Thursday, June 30, 2011

 

Cherries

Off to the National Theatre yesterday to see 'The Cherry Orchard', the first time we have been to this theatre for a while. Picnicked on arrival on a piece of astro turf which was complete with an astro turfed model three piece suite, complete with standard lamp. Interesting tourists to go with it. My share of the picnic was a few slices of the new to me wholemeal bread, half of which had passed through a water mill prior to passing through me.

Good set and generally good cast (of 22 according to my count at the end), but the show as a whole seemed a bit heavy, particularly the first half. And far too long at 3 hours including the interval. Chekhov might be melancholy, but it should be done with a lighter touch than the NT managed. Observation should be more ambivalent and less judgemental. The production of Uncle Vanya which we saw at both Kingston and Guildford was much better in this regard (see March 30, 2008).

Audience rather more dowdy than that at the RFH the day before. Why would this be?

The adaptation, while sticking to the story, seemed a little heavy at times. A tendency to work background information into the dialogue, presumably intended for the benefit of audiences who may know little of Russia at around 1900. The program, which we almost bought, also appeared to include plenty of educational material which would have done credit to something from the Open University. And I noticed some apparently minor tweaks which rather went against the grain of what I think Chekhov was driving at. I wonder whether the adaptor was able to work from the Russian original, or whether he was working off a Penguin Classic? Perhaps he was more used to doing adaptations for television. Our own water damaged copy came from Chatto & Windus back in 1928, a time when my father was a sprightly 18 years old and well before I was thought of.

Zoë Wanamaker was rather too competent and forceful to be very convincing as Madame Ranevsky. Yasha - granted not intended to be a very attractive person - irritated. Semyonov-Pichtchik and Charlotta good fun. Some regional accents in evidence: presumably they have these in Russia, just as we do. It is a fairly large country.
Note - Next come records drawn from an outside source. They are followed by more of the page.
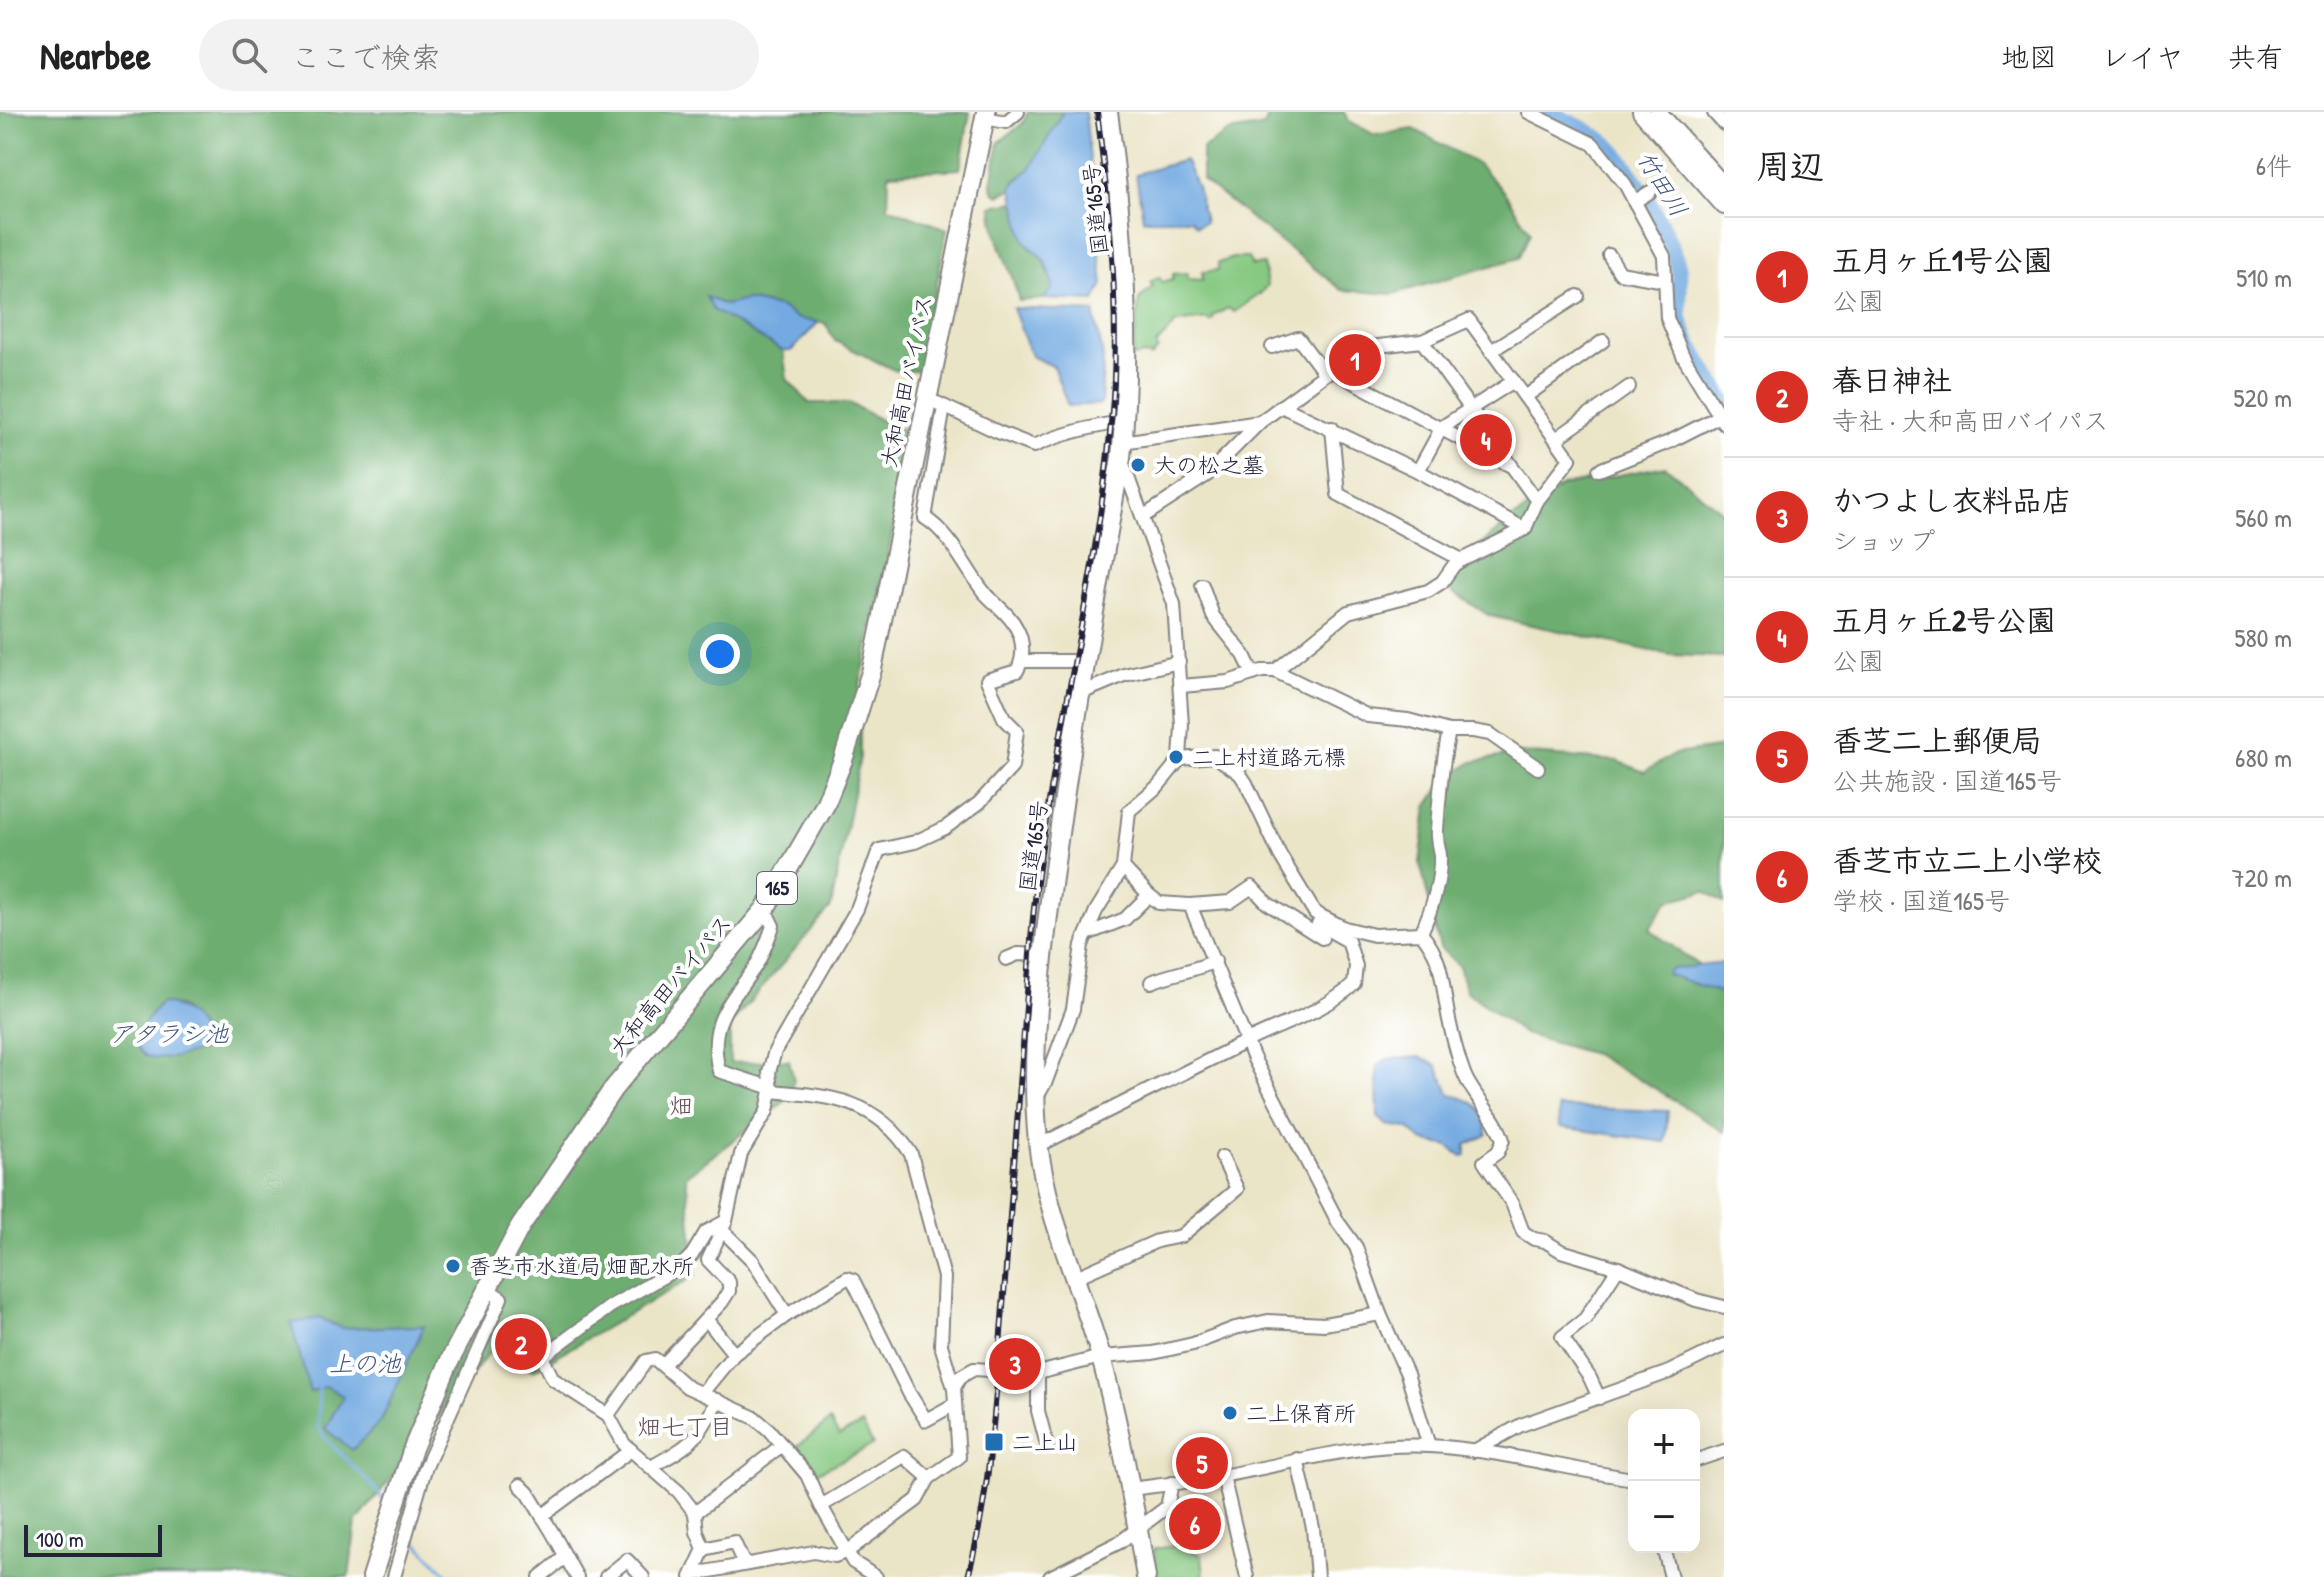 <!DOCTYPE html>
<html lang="ja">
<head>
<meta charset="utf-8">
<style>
  :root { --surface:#fff; --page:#f2f2f2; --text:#222; --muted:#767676; --line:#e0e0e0; --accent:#d93025 }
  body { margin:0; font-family:"Patrick Hand","Klee One",sans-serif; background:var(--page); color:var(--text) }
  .controls { position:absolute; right:24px; bottom:24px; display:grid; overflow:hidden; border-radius:16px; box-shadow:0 8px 32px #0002 }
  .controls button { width:72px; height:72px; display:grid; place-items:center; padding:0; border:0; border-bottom:2px solid var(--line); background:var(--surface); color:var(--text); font:40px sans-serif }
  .scale { position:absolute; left:24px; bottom:20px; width:138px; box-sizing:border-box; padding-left:8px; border:4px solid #22223b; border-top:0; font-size:22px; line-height:28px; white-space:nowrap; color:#22223b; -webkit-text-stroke:6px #fff; paint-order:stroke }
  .you { position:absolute; left:720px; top:542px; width:28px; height:28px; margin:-20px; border:6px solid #fff; border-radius:50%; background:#1a73e8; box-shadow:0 0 0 12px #1a73e833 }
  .badge { display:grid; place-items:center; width:52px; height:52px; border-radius:50%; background:var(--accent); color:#fff; font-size:26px; font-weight:700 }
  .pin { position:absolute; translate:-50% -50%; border:4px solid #fff; box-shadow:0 2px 8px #0006 }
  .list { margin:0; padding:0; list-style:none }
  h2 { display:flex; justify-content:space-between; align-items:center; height:104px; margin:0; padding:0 32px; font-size:34px }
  h2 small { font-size:26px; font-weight:400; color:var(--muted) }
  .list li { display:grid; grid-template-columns:52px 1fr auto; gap:24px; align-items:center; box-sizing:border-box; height:120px; padding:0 32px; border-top:2px solid var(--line) }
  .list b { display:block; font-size:30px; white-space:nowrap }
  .list p { margin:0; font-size:26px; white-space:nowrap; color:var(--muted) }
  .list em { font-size:26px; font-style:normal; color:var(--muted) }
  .icon { flex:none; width:44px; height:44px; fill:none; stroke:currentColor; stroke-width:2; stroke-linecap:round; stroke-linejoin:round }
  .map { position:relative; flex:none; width:1724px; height:1465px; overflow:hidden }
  header { display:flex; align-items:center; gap:48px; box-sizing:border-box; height:112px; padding:0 40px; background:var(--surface); border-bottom:2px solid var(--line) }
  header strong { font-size:38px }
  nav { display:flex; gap:44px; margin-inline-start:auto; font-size:28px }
  .search { width:560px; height:72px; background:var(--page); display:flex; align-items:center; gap:20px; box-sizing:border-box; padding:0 28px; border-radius:44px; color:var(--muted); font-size:30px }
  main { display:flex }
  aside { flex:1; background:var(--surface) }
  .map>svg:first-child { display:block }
  .green { fill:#87c982; stroke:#54765e; stroke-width:2 }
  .forest { fill:#6dad70; stroke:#486856; stroke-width:2; fill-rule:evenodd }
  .water { fill:#73aae1; stroke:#4a668e; stroke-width:2 }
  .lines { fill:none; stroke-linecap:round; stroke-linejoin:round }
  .stream { stroke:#73aae1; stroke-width:3 }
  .river { stroke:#73aae1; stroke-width:16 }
  .minor-casing { stroke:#868482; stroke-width:16 }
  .major-casing { stroke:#868482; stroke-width:20 }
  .highway-casing { stroke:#868482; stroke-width:22 }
  .minor { stroke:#fff; stroke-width:12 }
  .major { stroke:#fff; stroke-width:16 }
  .highway { stroke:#fff; stroke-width:18 }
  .rail-casing { stroke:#22223b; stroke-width:6 }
  .rail { stroke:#fff; stroke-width:3; stroke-dasharray:9; stroke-linecap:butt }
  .poi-dot { fill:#1f6fb2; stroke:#fff; stroke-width:3 }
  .labels { text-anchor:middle; stroke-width:8; stroke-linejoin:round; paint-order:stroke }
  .shield { fill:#fff; stroke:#646476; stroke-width:2 }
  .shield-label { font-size:20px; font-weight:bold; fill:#22223b }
  .street-label { font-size:22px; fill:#22223b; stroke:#fff }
  .poi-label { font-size:22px; fill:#22223b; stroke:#fff; text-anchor:start }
  .water-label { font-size:24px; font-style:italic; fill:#42587d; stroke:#fff }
  .neighbourhood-label { font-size:24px; fill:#644f57; stroke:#fff }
</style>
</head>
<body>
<header>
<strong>Nearbee</strong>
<div class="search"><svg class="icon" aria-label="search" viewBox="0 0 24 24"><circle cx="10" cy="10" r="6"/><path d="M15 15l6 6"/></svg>ここで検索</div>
<nav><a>地図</a><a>レイヤ</a><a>共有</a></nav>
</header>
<main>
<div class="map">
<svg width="1724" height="1465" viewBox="0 0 1724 1465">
  <rect width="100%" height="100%" fill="#fff"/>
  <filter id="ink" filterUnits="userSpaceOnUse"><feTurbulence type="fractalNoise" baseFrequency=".0125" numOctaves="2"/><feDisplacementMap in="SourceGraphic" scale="16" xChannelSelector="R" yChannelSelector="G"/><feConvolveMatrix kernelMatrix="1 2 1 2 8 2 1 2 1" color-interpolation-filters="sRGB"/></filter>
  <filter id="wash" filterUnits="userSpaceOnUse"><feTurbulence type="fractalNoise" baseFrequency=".006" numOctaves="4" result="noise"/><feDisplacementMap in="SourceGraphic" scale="32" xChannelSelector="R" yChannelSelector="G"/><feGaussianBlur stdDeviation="1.8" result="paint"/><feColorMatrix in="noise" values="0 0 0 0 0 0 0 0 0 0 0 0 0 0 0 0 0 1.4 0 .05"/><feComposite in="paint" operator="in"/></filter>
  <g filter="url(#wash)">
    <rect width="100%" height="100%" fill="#ebe5c8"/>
    <g class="green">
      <path d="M1233,146h15l4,8 11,-2 4,21 -7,9 -26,18 -6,-4 -15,8v4l-3,2 -3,-3 -31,4 -20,22 2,4 -7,8 -6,-2 -12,2 6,-58 14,-12 -3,-5 9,-5 3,5 11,-3v-5l14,-1 1,6 15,1 -1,-8 16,-2v-7z"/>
      <path d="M830,1309l9,15 23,-12 11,21 -55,27 -11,-16 -7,5 -8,-11z"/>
      <path d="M1174,1434l17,4 11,6 2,21h-50v-28z"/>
    </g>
    <g class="forest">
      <path d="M0,0h970l-10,57 -71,4 -1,34 59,22 -26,142h-25l-61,-30 -10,-18 -27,-4 -17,-11 -35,-8 -21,5 -17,-7 5,12 70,41 4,28 22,24h40l46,25h16l-21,117 -30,140v72l-29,150 -101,118v38l59,-3 5,20 -6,19 -102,77 10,99 -163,95 -41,-21 -136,174 -7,54h-349zM162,891l19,4 6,9 -51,17c12,-9 14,-22 26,-30zM320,1206l21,10 83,-2 -81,70 -17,-10 -16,5 -19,-67z"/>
      <path d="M1028,0h35l-33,57 -16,13 -2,7 -13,6 -6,-4 -1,-7 7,-42 23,-18z"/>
      <path d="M1271,0h73l4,8 27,15 39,-6 65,36 26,28 25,39 -11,26 -126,36 -51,-4 -140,-110v-31l27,-17 35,-6z"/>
      <path d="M1015,90l9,37 3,6 16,14 11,28 -10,12 -25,2c-7,-33 -26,-61 -27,-95z"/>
      <path d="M1665,354l59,47v144l-54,-2 -180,-39 -39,-25 3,-24 58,-48 50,-33z"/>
      <path d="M1724,635v156l-19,-12 -37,10 -19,28 75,55v148l-66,-42 -65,-36 -69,-20 -58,-43 -7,-25 -19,-18 -20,-85 7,-56 19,-28 27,-17 47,-9 98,8 26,11 31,-18z"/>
    </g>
    <g class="water">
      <path d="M1063,0h22l18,172 -8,17 -51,-2 9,-12c-1,-9 -4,-20 -9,-27 -6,-9 -15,-12 -20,-21l-12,-50 2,-6 16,-14z"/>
      <path d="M1185,48l12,27 8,35 -8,4 -7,-7h-47l-7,-45z"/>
      <path d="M706,185l19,8 21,-5 35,8 17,11 21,3 -28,29h-8l-70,-41z"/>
      <path d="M1013,196l81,4 9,44 -2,48 -33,2 -15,-40 -22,-10z"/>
      <path d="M1724,851v31l-58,-20 4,-5z"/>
      <path d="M162,891c19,2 39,19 44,39l-5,9c-22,5 -66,22 -65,-18 12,-9 14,-22 26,-30z"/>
      <path d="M1420,945l17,9 13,28c27,9 34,11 37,41l-21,10v10l-4,1 -15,-10 -24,-5 -15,-13 -21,-3 -9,-8 -1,-51 10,-7z"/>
      <path d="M1558,995l110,4 -3,31 -106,-15z"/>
      <path d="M320,1206l21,10 83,-2 -43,95 -29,29 -27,-21 18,-33 -17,-10 -16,6 -19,-69z"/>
    </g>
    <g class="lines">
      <g class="stream">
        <path d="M319,1276l-1,38 6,11 49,49 14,19"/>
        <path d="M411,1425l39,40"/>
      </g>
      <path class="river" d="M1549,0c20,10 42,19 59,33 22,19 63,92 70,121 5,19 -3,40 4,60 8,24 29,52 42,75"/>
    </g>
  </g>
  <g filter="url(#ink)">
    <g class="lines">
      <defs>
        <g id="minor">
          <path d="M1528,0l65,32 32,40 39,72 3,62 16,38 41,67"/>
          <path d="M1714,1l10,11"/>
          <path d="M985,6l21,4 12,-10"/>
          <path d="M1634,90l16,-10"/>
          <path d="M1609,143l11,18 45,8"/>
          <path d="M1422,229l115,160"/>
          <path d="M1272,235l26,-9 27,36"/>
          <path d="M1491,239l87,-55"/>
          <path d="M1331,258l178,95"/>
          <path d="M1525,285l78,-56"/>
          <path d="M937,291l61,29 36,14c28,-13 59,-19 90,-25"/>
          <path d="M1281,294l137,65 107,58"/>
          <path d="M1260,310l101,-74 61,-7 47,-21 101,139 -33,42 -12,28 -63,31 -124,-66 -6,-66"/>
          <path d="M1556,327l73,-52"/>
          <path d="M1122,330l138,-20 -53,53 -63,41"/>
          <path d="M1599,358l70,-28 51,-26"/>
          <path d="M1418,359l24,-44 72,-46"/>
          <path d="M1202,473l11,31 31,39 9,19"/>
          <path d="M1022,549h55l9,3"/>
          <path d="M1275,559l73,-59 80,-21 14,-9 12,-17 8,-5"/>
          <path d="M1181,574l47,-4 34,-11h13l93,45 40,4 41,11h24l17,3 48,34"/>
          <path d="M1081,581l43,-18 55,-13"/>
          <path d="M1180,647l35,-3 25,18 6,9 34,72 35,58 30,15 29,7 47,-2c22,27 20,44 26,76 3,18 11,50 18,67 9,21 31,41 38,64l-5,12 -14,10 28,41 11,29 11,7 11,2 16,10 57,17"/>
          <path d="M1123,755l26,28"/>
          <path d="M1190,793l40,-3 22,-15 15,16 55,35"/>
          <path d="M765,797l8,17c-5,13 -10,29 -18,41 -26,38 -48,55 -36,104l50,16"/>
          <path d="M1421,821c11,-24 20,-50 19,-78 -1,-8 -4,-16 -3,-25 2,-33 5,-66 12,-99"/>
          <path d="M1087,822l38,-15 24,-24 10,8 31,2 64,154 84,163 18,25 24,67 27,60 22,72"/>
          <path d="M1006,847l12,-5 26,1"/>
          <path d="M1151,870c22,-9 43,-11 64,-21"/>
          <path d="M1037,985l9,-16 27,-72 9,-64 14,-34 27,-44 6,-56 29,-25 22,-27 2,-34 -8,-121 -52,-143"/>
          <path d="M1038,1034c70,-35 139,-70 209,-105 36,-18 77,-29 107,-57l2,-18 -8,-25 -30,-17"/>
          <path d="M722,1118l31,31 34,54"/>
          <path d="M1074,1166l83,-37 24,-5 56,-47 -15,-32"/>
          <path d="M706,1207l28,35"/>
          <path d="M663,1253l59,-63 7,-11v-9l-21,-22 18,-39"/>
          <path d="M1038,1261v38l9,34"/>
          <path d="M954,1276l6,-11 14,-8 64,4 63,-16 52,-4 40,-9 42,-16 33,-7 56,3 56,-10"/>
          <path d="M702,1281l32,-39 53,-39 60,-37 6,2 56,113 17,27 29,-16"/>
          <path d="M1599,1286l-9,-20 -28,-41 23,-18 33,-51 78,32 28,7"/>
          <path d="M608,1303l38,-54 9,-2 32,28 68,31 14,12 38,45 14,31 32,56 23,15"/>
          <path d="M1474,1339l47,-26 148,-53 55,-27"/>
          <path d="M1297,1347l16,69 4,49"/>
          <path d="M1694,1349l30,-10"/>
          <path d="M651,1355c39,-22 47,-26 66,-67"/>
          <path d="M1223,1364l24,101"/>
          <path d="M520,1373l8,8 14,23"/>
          <path d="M1130,1377c30,-4 61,-7 91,-13 70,-12 136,-34 209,-30 69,4 136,23 204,33"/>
          <path d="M821,1394l83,-50 25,22"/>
          <path d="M695,1401l87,-68"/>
          <path d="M1663,1435l8,30"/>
          <path d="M704,1437l30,-7 10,22"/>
          <path d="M694,1462l120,-22 21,4 13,-5 69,-51 12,-22 30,-21 -5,-69 -13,-43 3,-68 -33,-123c-34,-55 -81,-58 -140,-63"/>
          <path d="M394,1465l31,-108 76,-171 -15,-9"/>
          <path d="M540,1465l25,-20"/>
          <path d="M577,1465c-12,-20 -21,-41 -35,-61l89,-66"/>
          <path d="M606,1465l21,-17 16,17"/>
          <path d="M691,1465l13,-28 -7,-17 -2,-19 -16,-21 -55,-48 -16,-29 -55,-36 -11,-22 69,-51 69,-39 12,-12 14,-23 20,-11 15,-67 26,-43 4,-20 -2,-19 6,-21 82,-142 22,-59 36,-8 30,-14 34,-25 33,-36 5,-36 -13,-13 -17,-38 30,-9c7,-13 7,-29 0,-42 -7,-15 -23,-25 -34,-38 -18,-23 -32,-57 -58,-73l19,-111"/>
          <path d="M1050,1465l70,-35 47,-35 5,-24"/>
        </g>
        <g id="major">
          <path d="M1641,0l83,94"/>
          <path d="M1658,0l66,74"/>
        </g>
        <g id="highway">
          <path d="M1108,0c15,115 25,230 13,345 -24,138 -49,275 -67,413 -12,90 -25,182 -16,272 8,75 43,144 63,215 19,72 33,147 45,220"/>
          <path d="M372,1465l41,-129 37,-88 70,-133 93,-138 152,-180 60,-104 18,-45 29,-91 114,-557"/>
        </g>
      </defs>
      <use href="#minor" class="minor-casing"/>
      <use href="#major" class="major-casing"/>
      <use href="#highway" class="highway-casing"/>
      <use href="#minor" class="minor"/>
      <use href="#major" class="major"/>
      <use href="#highway" class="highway"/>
      <defs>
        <path id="rail" d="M968,1465c22,-84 27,-171 34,-257 11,-131 19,-261 30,-392 16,-170 64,-335 79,-505 10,-104 -1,-209 -14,-311"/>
      </defs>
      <use href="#rail" class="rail-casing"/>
      <use href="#rail" class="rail"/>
    </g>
  </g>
  <g class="poi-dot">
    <circle cx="1138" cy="353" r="8"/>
    <circle cx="1176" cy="645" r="8"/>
    <circle cx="453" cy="1154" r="8"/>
    <circle cx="1230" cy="1301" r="8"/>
    <rect x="984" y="1320" width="20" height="20" rx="4"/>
  </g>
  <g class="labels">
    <rect class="shield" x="757" y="760" width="40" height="32" rx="6"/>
    <g class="shield-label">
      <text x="777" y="783">165</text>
    </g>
    <g class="street-label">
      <text transform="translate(1095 97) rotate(-96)" y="8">国道165号</text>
      <text transform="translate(906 269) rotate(-78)" y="8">大和高田バイパス</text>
      <text transform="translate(1033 734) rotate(-82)" y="8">国道165号</text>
      <text transform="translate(670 873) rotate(-50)" y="8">大和高田バイパス</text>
    </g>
    <g class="poi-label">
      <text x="1154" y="361">大の松之墓</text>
      <text x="1192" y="653">二上村道路元標</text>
      <text x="469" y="1162">香芝市水道局 畑配水所</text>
      <text x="1246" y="1309">二上保育所</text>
      <text x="1012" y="1338">二上山</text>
    </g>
    <g class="water-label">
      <text transform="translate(1662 72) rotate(58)" y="8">竹田川</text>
      <text x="169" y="930">アタラシ池</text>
      <text x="365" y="1260">上の池</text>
    </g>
    <g class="neighbourhood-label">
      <text x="681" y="1002">畑</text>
      <text x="685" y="1323">畑七丁目</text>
    </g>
  </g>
</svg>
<div class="controls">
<button>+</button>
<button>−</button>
</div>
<div class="scale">100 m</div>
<div class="you"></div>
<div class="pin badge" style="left:1355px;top:248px">1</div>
<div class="pin badge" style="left:521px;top:1232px">2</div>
<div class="pin badge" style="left:1015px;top:1252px">3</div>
<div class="pin badge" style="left:1486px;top:328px">4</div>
<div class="pin badge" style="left:1202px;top:1351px">5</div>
<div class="pin badge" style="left:1195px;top:1412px">6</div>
</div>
<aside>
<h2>周辺<small>6件</small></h2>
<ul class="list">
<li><span class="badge">1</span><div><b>五月ヶ丘1号公園</b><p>公園</p></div><em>510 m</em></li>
<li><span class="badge">2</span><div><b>春日神社</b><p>寺社 · 大和高田バイパス</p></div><em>520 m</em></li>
<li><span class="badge">3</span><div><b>かつよし衣料品店</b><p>ショップ</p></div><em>560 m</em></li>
<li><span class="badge">4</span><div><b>五月ヶ丘2号公園</b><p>公園</p></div><em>580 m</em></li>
<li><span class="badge">5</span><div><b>香芝二上郵便局</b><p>公共施設 · 国道165号</p></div><em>680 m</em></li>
<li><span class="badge">6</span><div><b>香芝市立二上小学校</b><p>学校 · 国道165号</p></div><em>720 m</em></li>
</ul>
</aside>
</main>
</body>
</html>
The thought I came away with was how it easy it was for generally well intentioned and kindly people to cause accidental damage to those around them. Part of this was the ease & frequency with which groups of people converse on non-intersecting parallel lines, a theme Aldous Huxley was keen on in one of his books of maybe 30 years later.

Entertained on the way home to read about the murder of Mrs. Browning by Mr. Browning, 150 years ago to the day (yesterday). At least that was what the headline was about. When one got into the small print one found that Mrs. Browning died of TB and that she had had a long term heroin habit, contracted, it seems, to steady her heart and lungs against the onslaught of the TB. The article more or less exonerates Mr. Browning of murder, but I wonder whether the headlines will be as lurid when the ES comes to ponder about more modern - contemporary even - cases of mercy killing or assisted suicide.

PS: I was told later that I saw Dame Judi leading in the play some years ago, somewhere in the West End. A performance of which I have no memory, but that is not at all impossible these days, irritating though it might be. However, on checking with the indefatigable Mr. Google, I learned that there is no such performance. All he can offer is Dane Judi playing a subordinate role many years ago and the lead for telly in 1980. So it must have been somebody else. Which is a pity as I think she would have been rather better at it than Zoë Wanamaker.